◆ **Required work**:
The required output is the lines below from the line containing "const g = document.querySelector('canvas').getContext('2d');" to the line containing "function strokePath(path, color, width, dash)", inclusive, retyped exactly. No other lines belong in it.

◆ **Data to examine**:
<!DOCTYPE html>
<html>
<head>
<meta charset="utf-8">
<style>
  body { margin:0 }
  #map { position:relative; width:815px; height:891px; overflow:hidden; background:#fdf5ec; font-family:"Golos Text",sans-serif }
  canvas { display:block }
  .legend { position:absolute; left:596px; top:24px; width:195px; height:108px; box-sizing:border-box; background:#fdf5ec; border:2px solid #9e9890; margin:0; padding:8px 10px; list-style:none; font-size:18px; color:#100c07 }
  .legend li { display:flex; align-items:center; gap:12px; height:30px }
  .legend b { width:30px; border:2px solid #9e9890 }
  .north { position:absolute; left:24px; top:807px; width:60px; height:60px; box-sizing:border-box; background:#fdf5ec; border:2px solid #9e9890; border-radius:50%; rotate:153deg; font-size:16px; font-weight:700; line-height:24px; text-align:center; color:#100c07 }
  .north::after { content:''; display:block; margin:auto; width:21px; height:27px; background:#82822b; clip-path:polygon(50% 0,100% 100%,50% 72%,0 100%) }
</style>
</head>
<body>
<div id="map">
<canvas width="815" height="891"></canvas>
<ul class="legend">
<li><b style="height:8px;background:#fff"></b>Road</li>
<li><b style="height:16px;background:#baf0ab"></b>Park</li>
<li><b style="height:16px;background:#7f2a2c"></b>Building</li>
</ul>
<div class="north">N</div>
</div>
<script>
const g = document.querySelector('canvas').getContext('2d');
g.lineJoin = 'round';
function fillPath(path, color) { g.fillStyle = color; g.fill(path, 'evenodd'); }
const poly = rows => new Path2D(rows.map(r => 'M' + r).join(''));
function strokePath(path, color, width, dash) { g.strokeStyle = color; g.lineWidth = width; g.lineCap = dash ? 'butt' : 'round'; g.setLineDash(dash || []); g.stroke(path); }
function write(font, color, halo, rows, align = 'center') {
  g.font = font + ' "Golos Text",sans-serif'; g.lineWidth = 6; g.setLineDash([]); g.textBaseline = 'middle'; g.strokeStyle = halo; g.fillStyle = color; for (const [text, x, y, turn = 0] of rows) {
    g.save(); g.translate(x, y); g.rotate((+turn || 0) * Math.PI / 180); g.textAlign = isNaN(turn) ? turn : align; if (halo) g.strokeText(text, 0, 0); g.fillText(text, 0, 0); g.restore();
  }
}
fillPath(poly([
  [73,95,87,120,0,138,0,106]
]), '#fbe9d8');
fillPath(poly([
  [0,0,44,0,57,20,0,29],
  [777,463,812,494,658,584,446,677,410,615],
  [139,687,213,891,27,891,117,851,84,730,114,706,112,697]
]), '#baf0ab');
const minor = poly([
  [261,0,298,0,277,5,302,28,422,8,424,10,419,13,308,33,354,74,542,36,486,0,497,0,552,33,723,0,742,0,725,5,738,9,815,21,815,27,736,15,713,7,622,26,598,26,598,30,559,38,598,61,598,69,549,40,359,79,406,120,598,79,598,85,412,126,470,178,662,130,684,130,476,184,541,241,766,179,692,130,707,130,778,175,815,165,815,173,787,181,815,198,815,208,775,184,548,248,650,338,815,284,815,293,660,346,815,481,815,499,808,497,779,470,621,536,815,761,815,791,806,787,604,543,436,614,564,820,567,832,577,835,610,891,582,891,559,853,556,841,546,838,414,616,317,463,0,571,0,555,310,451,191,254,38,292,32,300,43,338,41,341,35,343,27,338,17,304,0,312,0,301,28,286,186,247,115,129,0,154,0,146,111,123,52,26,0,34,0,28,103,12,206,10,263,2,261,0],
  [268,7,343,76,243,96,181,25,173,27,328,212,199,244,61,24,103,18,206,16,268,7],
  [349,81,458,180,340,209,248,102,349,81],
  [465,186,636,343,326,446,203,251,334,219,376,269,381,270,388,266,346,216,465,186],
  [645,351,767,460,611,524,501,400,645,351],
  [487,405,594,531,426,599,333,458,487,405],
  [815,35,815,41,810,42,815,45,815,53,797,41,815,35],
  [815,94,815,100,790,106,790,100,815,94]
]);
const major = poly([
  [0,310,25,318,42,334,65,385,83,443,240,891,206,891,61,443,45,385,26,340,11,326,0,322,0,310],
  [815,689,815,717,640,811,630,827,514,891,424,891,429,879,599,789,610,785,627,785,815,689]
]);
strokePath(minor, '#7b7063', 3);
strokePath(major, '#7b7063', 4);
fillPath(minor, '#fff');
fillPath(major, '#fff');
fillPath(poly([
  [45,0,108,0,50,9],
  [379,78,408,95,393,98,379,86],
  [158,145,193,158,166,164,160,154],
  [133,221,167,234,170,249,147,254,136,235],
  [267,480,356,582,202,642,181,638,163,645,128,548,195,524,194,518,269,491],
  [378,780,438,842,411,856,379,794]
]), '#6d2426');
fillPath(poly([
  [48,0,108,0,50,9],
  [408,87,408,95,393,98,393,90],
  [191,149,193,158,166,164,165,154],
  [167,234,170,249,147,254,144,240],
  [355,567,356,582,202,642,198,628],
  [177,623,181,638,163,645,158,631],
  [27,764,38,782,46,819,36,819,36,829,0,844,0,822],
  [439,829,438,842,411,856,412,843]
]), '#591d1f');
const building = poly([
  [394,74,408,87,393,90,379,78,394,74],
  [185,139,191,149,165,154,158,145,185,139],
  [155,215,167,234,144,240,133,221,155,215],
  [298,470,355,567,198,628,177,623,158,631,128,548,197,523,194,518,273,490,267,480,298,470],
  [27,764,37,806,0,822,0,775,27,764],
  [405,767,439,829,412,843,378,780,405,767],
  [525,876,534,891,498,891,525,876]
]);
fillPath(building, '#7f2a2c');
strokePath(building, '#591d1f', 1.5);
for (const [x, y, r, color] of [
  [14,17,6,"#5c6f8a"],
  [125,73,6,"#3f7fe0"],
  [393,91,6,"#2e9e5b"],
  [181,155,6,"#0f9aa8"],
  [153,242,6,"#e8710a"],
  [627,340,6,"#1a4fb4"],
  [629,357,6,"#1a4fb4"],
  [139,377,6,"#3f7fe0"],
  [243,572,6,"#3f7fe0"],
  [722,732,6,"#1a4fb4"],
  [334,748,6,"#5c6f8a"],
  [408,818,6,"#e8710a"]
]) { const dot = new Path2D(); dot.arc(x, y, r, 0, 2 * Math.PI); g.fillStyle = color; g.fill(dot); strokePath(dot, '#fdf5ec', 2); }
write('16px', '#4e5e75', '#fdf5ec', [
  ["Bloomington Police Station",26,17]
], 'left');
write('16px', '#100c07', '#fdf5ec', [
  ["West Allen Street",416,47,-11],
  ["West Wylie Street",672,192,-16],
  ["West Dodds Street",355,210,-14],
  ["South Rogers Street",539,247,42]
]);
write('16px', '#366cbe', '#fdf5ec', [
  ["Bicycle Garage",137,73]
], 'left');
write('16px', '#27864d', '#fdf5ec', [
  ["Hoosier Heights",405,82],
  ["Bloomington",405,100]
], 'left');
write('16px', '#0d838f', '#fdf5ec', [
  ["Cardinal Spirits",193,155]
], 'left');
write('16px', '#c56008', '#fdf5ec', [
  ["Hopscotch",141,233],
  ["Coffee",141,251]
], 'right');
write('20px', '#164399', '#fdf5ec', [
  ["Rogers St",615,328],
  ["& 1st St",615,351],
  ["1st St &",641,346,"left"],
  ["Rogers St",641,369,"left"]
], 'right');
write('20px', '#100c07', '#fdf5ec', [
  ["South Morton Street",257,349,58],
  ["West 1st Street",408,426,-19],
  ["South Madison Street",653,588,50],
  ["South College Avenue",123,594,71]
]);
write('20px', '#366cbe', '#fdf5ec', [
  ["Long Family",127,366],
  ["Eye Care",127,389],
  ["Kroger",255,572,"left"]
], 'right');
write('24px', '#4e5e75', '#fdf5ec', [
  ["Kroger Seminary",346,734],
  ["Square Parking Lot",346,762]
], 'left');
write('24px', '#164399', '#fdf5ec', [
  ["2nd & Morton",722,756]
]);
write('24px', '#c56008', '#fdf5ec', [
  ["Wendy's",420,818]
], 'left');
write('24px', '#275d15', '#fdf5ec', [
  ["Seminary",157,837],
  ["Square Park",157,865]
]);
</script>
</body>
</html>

◆ **Reply**:
const g = document.querySelector('canvas').getContext('2d');
g.lineJoin = 'round';
function fillPath(path, color) { g.fillStyle = color; g.fill(path, 'evenodd'); }
const poly = rows => new Path2D(rows.map(r => 'M' + r).join(''));
function strokePath(path, color, width, dash) { g.strokeStyle = color; g.lineWidth = width; g.lineCap = dash ? 'butt' : 'round'; g.setLineDash(dash || []); g.stroke(path); }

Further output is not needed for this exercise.